If the same pattern is followed as for the first strike, around 30 flights to and from Dublin will be cancelled – mostly or all on short hops between the UK and the Irish capital. With bookings for each flight very high, it is likely that at least 5,000 passengers would be affected on each day.
When will I find out if my flight is affected – and what are my options?
Ryanair is planning which flights to cancel a couple of days before each strike, and seeking to give up to 48 hours’ warning to passengers.
Travellers are offered a choice between a full refund and “re-accommodation” on flights that are going ahead.
But I can’t afford to wait days for the next available departure …
If Ryanair cancels a flight, its stated policy is to secure an alternative on the same day or the following day. If this cannot be achieved, the airline will pay for tickets on a rival carrier.
I’m stuck overnight. What is Ryanair’s obligation to me?
If passengers are disrupted by a strike, they are entitled to meals and accommodation until they can be flown to their destination under European passengers’ rights rules. But they cannot claim cash compensation.
I’ve lost the money for an expensive hotel room at my intended destination. Can I claim it back from Ryanair?
You can try, but you will probably be told that the airline will not pay “consequential losses” and that you should ask your travel insurance firm.
I’ve heard there is also a cabin crew strike coming soon?
After a summit called in Dublin by the International Transport Workers’ Federation, cabin crew working for Ryanair in Spain, Portugal and Belgium say they will stage 48-hour strikes on 25 and 26 July, while their colleagues in Italy will stop work for 24 hours on 25 July. They have a list of 34 demands.
But the airline says: “Ryanair has not received any formal notification of such strike action.”
I am on a route with only two Ryanair flights a week. If I buy a fresh ticket on a new airline, can I claim a refund on the original Ryanair booking?
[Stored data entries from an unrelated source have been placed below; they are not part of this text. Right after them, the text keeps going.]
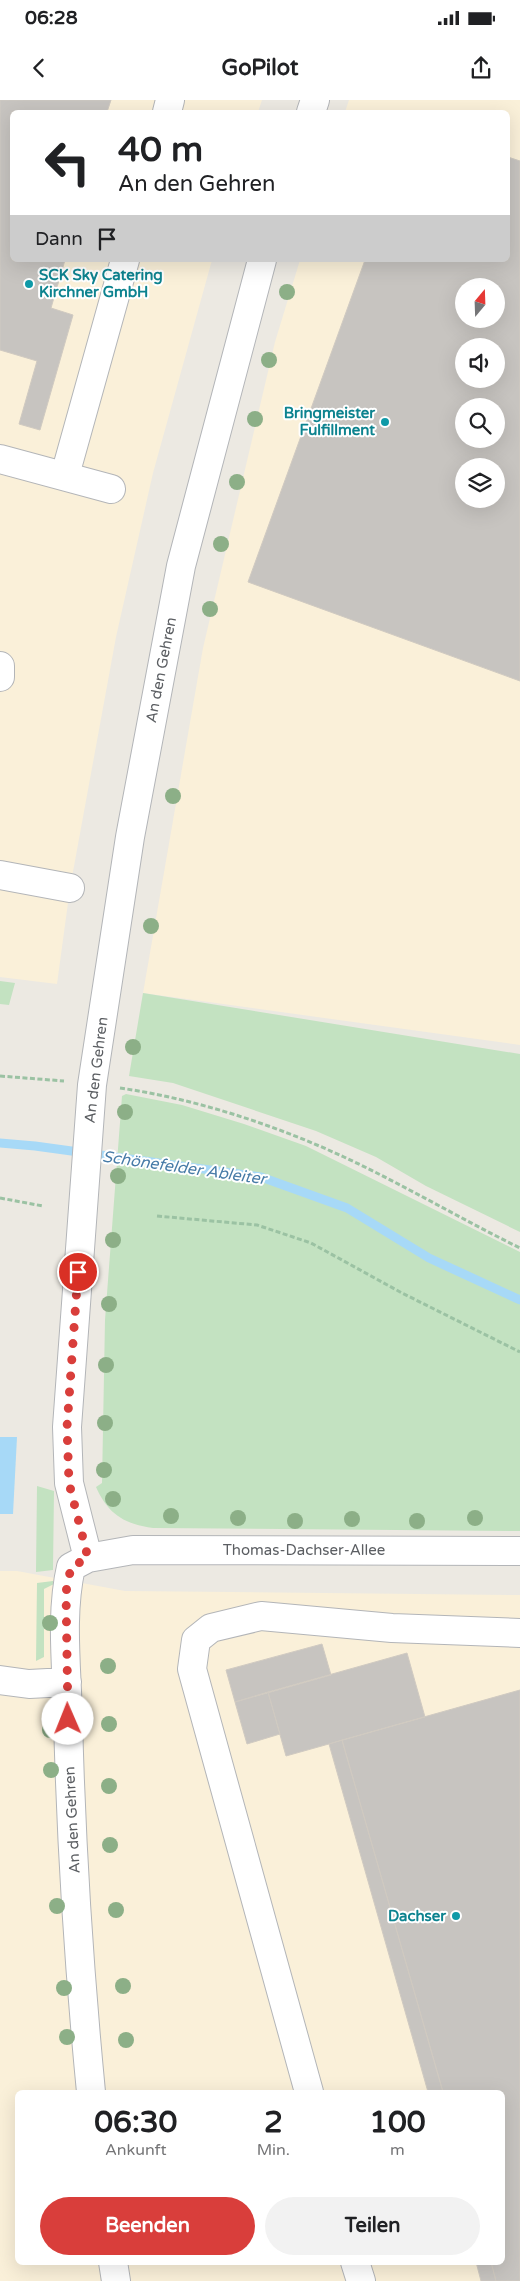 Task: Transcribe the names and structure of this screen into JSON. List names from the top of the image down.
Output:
{
  "streets": {
    "street": ["An den Gehren", "Thomas-Dachser-Allee"]
  },
  "crossings": [
    ["An den Gehren", "Thomas-Dachser-Allee"]
  ],
  "water": ["Schönefelder Ableiter"],
  "places": ["SCK Sky Catering Kirchner GmbH", "Bringmeister Fulfillment", "Dachser"],
  "north": "top",
  "page": {
    "status": "06:28",
    "header": "GoPilot",
    "turn": ["40 m", "An den Gehren"],
    "then": "Dann",
    "eta": [
      "06:30",
      "Ankunft",
      "2",
      "Min.",
      "100",
      "m"
    ],
    "buttons": ["Beenden", "Teilen"]
  }
} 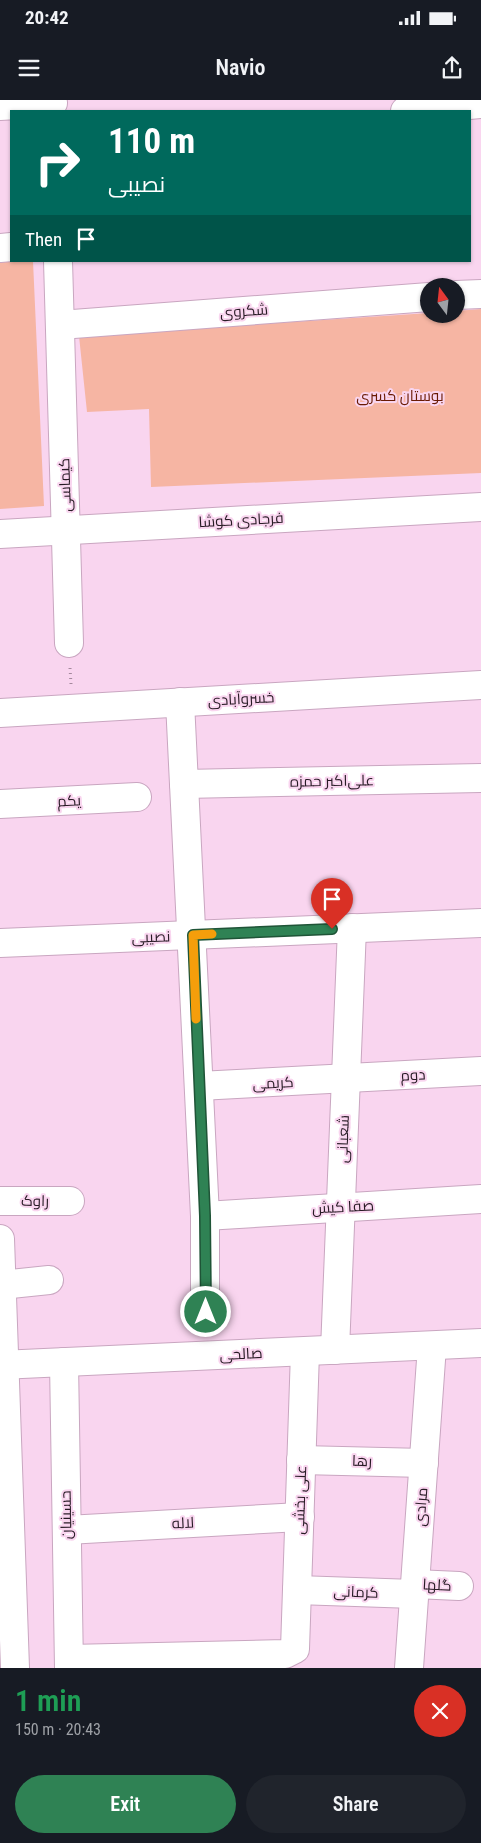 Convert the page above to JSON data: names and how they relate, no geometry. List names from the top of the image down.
{
  "streets": {
    "street": [
      "شکروی",
      "کیماسی",
      "فرجادی کوشا",
      "خسروآبادی",
      "علی‌اکبر حمزه",
      "یکم",
      "نصیبی",
      "دوم",
      "کریمی",
      "شعبانی",
      "راوک",
      "صفا کیش",
      "صالحی",
      "رها",
      "علی بخشی",
      "مرادی",
      "حسینیان",
      "لاله",
      "گلها",
      "کرمانی"
    ]
  },
  "crossings": [
    ["شکروی", "کیماسی"],
    ["کیماسی", "فرجادی کوشا"],
    ["نصیبی", "شعبانی"],
    ["دوم", "کریمی"],
    ["دوم", "شعبانی"],
    ["کریمی", "شعبانی"],
    ["شعبانی", "صفا کیش"],
    ["شعبانی", "صالحی"],
    ["صالحی", "علی بخشی"],
    ["صالحی", "مرادی"],
    ["صالحی", "حسینیان"],
    ["رها", "علی بخشی"],
    ["رها", "مرادی"],
    ["علی بخشی", "حسینیان"],
    ["علی بخشی", "لاله"],
    ["علی بخشی", "کرمانی"],
    ["مرادی", "گلها"],
    ["مرادی", "کرمانی"],
    ["حسینیان", "لاله"],
    ["گلها", "کرمانی"]
  ],
  "parks": ["بوستان کسری"],
  "north": "top",
  "page": {
    "status": "20:42",
    "header": "Navio",
    "turn": ["110 m", "نصیبی"],
    "then": "Then",
    "heading": ["1 min", "150 m · 20:43"],
    "buttons": ["Exit", "Share"]
  }
} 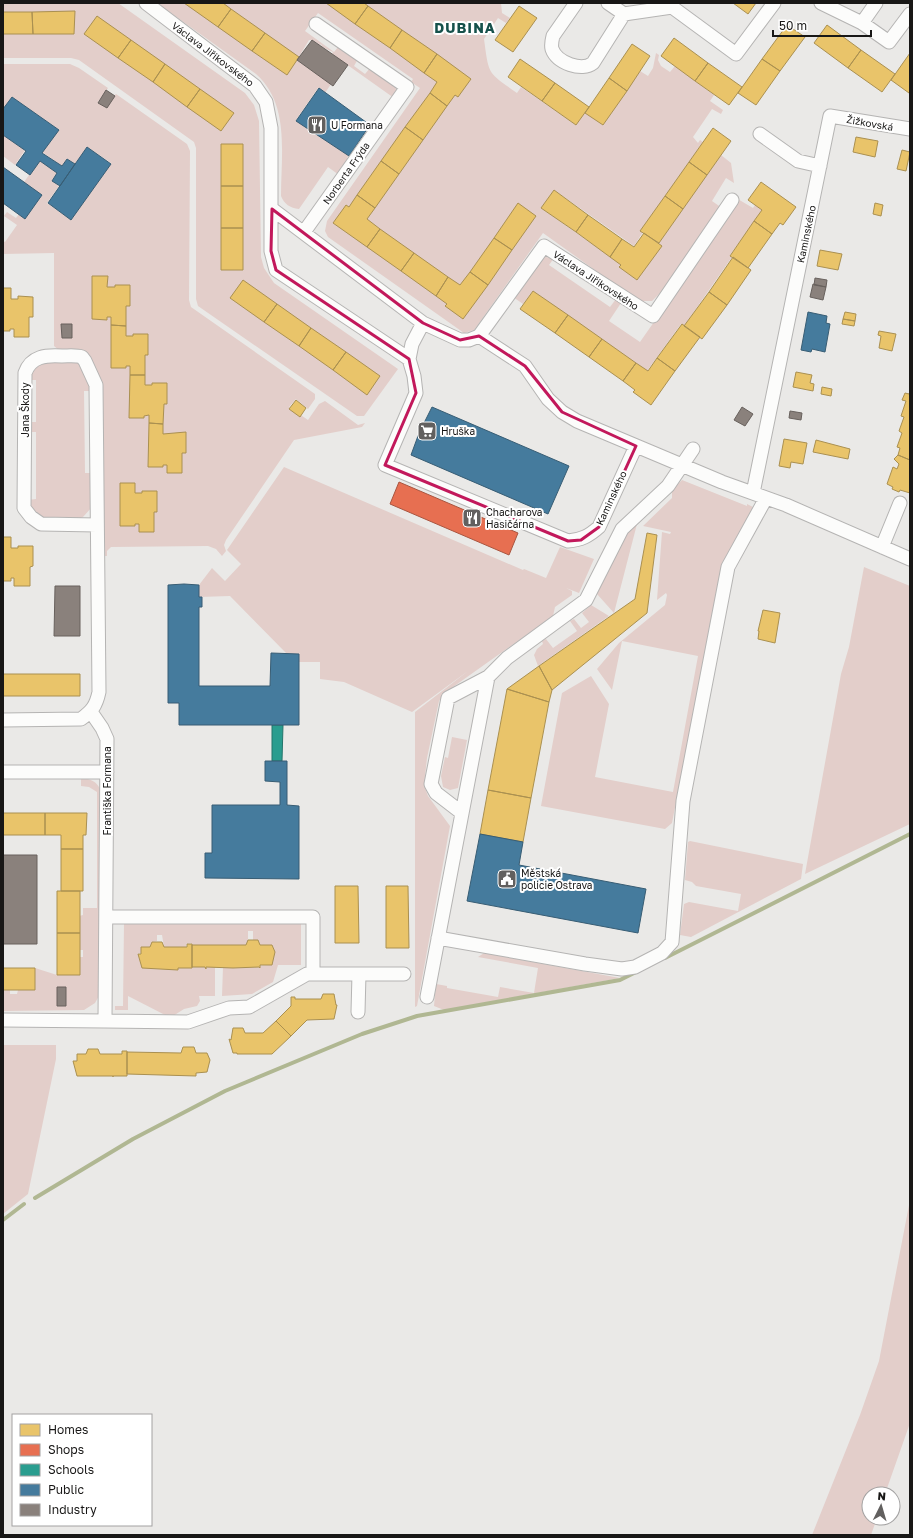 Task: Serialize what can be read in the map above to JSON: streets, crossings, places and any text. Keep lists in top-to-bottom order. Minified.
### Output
{"streets":{"street":["Václava Jiřikovského","Žižkovská","Norberta Frýda","Kaminského","Jana Škody","Františka Formana"]},"crossings":[["Václava Jiřikovského","Kaminského"],["Žižkovská","Kaminského"],["Jana Škody","Františka Formana"]],"districts":["DUBINA"],"places":{"restaurant":["U Formana","Chacharova Hasičárna"],"supermarket":["Hruška"],"public building":["Městská policie Ostrava"]},"legend":["Homes","Shops","Schools","Public","Industry"],"scale_bar":"50 m","north":"top"} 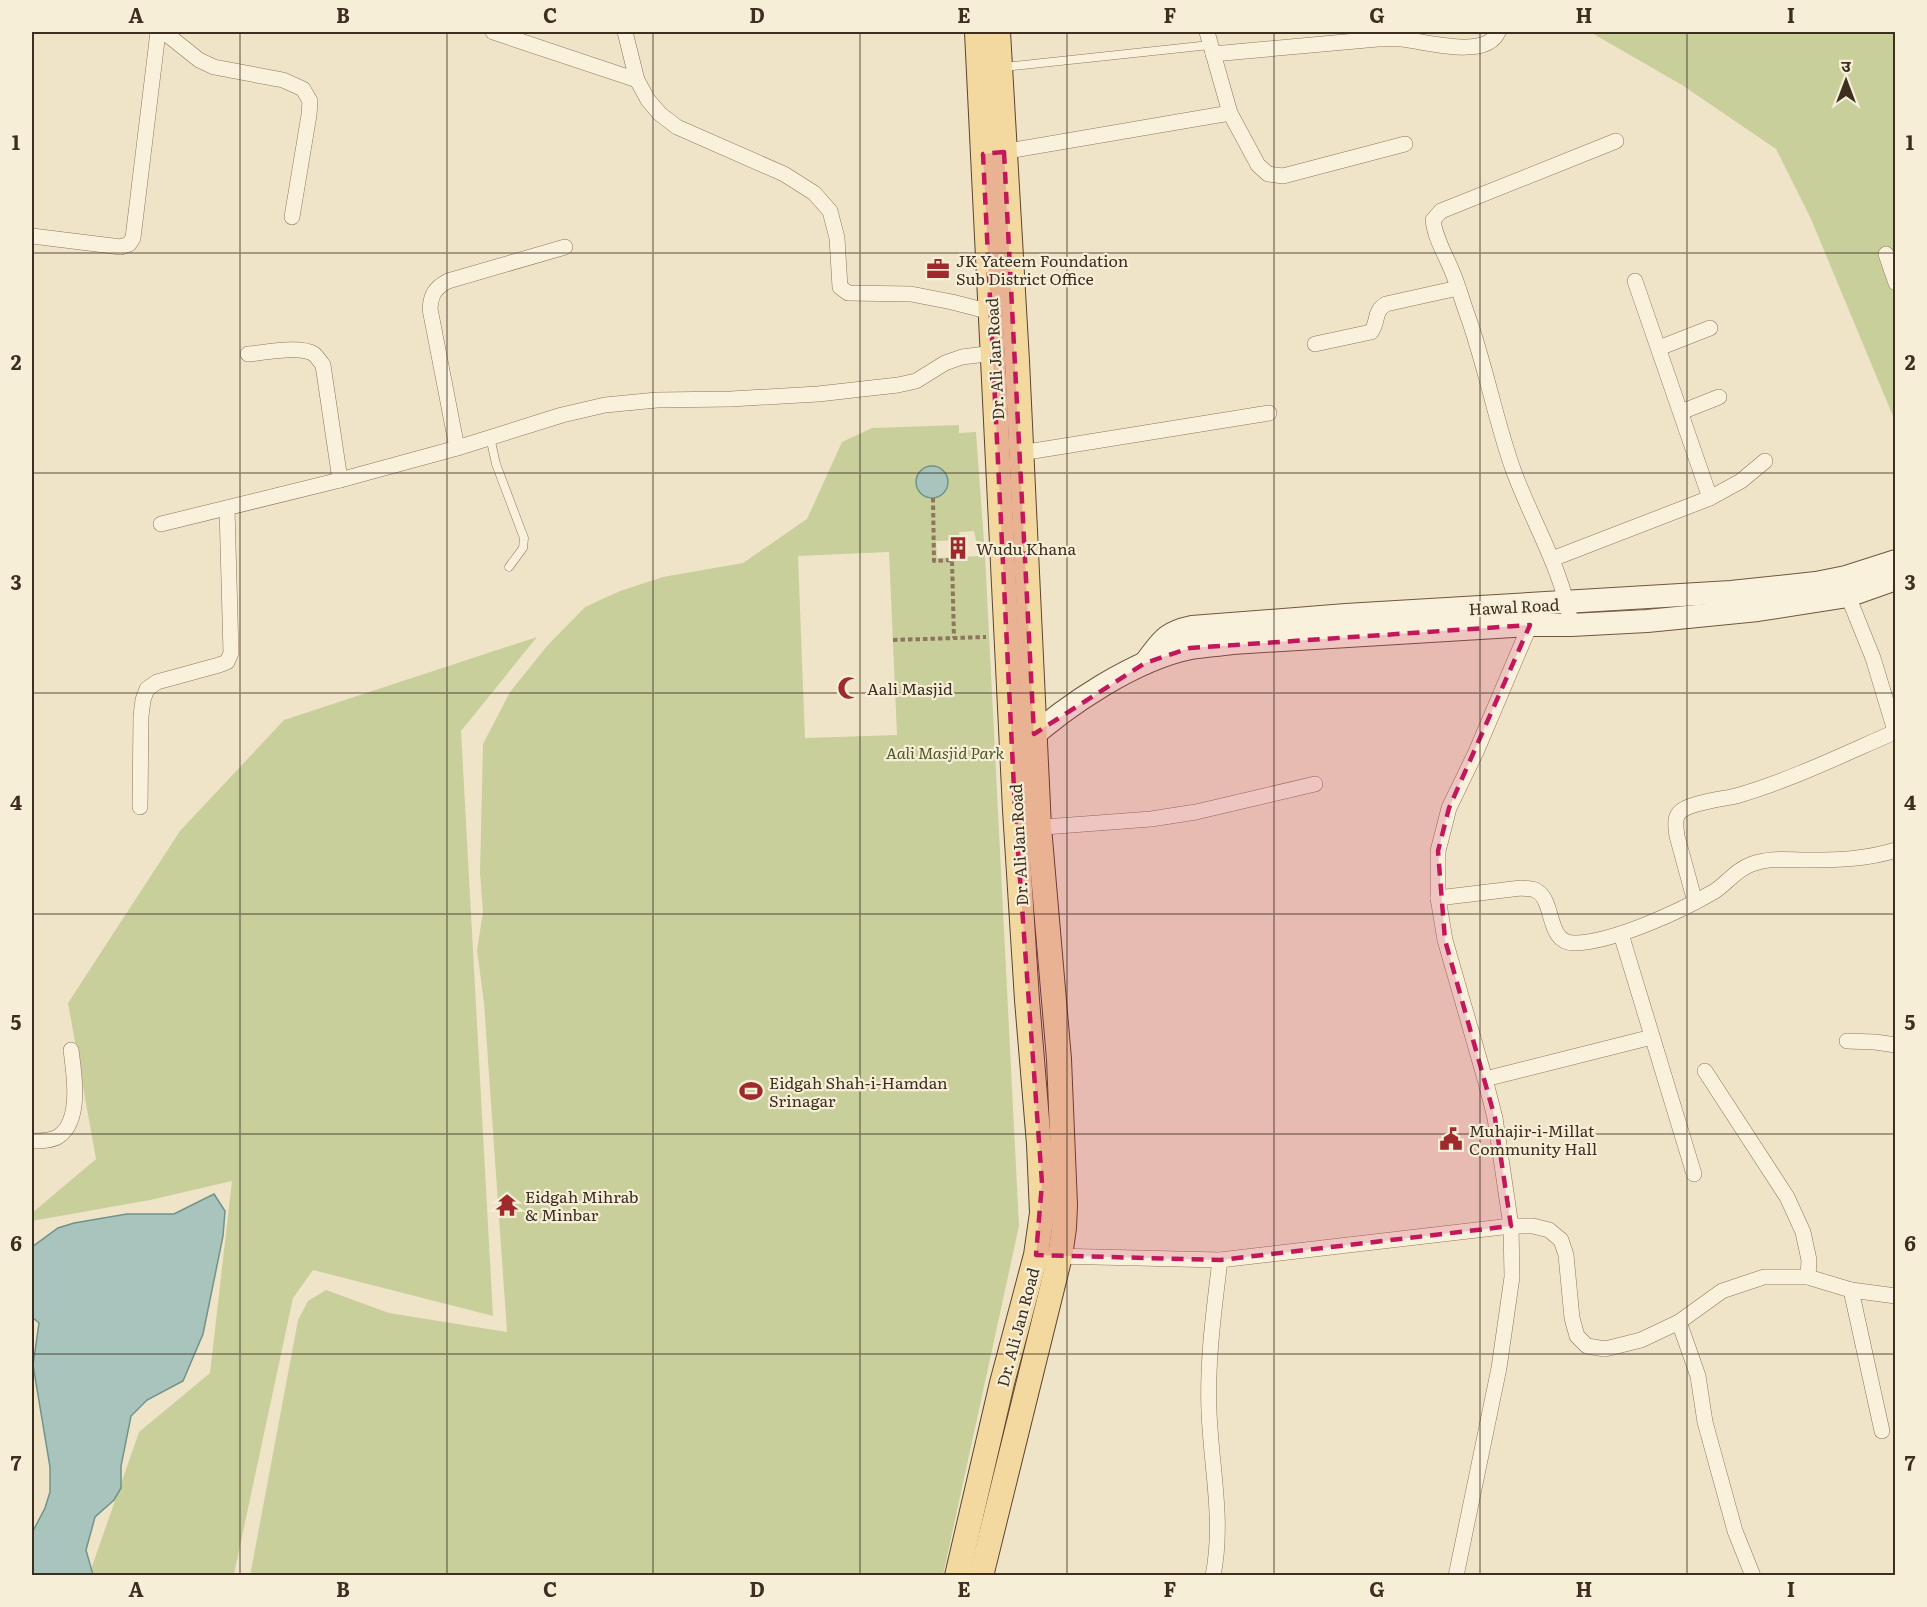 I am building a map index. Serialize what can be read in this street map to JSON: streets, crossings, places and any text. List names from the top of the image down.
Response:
{
  "streets": {
    "main road": ["Dr. Ali Jan Road", "Hawal Road"]
  },
  "crossings": [
    ["Dr. Ali Jan Road", "Hawal Road"]
  ],
  "parks": ["Aali Masjid Park"],
  "places": {
    "office": ["JK Yateem Foundation Sub District Office"],
    "building": ["Wudu Khana"],
    "mosque": ["Aali Masjid"],
    "sports": ["Eidgah Shah-i-Hamdan Srinagar"],
    "public building": ["Muhajir-i-Millat Community Hall"],
    "temple": ["Eidgah Mihrab & Minbar"]
  },
  "north": "top",
  "grid": {
    "columns": [
      "A",
      "B",
      "C",
      "D",
      "E",
      "F",
      "G",
      "H",
      "I"
    ],
    "rows": [
      "1",
      "2",
      "3",
      "4",
      "5",
      "6",
      "7"
    ]
  }
}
Only if the Ryanair flight is one of the relatively small proportion that is cancelled.
Will my insurance help?
Not if you decide to “double book”. Airlines want to operate as many of their flights as possible (especially in high summer, when they are making a fortune), and so they will always look to keep the schedule going. Insurance may be useful only for consequential losses caused by a cancellation.
Won’t this put people off booking with Ryanair?
Yes, some. Airline employees know that even the threat of a strike is enough to persuade some prospective passengers to switch to rival airlines. These travellers tend to be booking late and paying high fares. The unions understandably use this effect to strengthen their bargaining position.
Any airline that gets a reputation for unreliability is likely to see its forward bookings affected. But with sales already strong for the summer, Ryanair may conclude that it is in a strong position to endure some industrial action.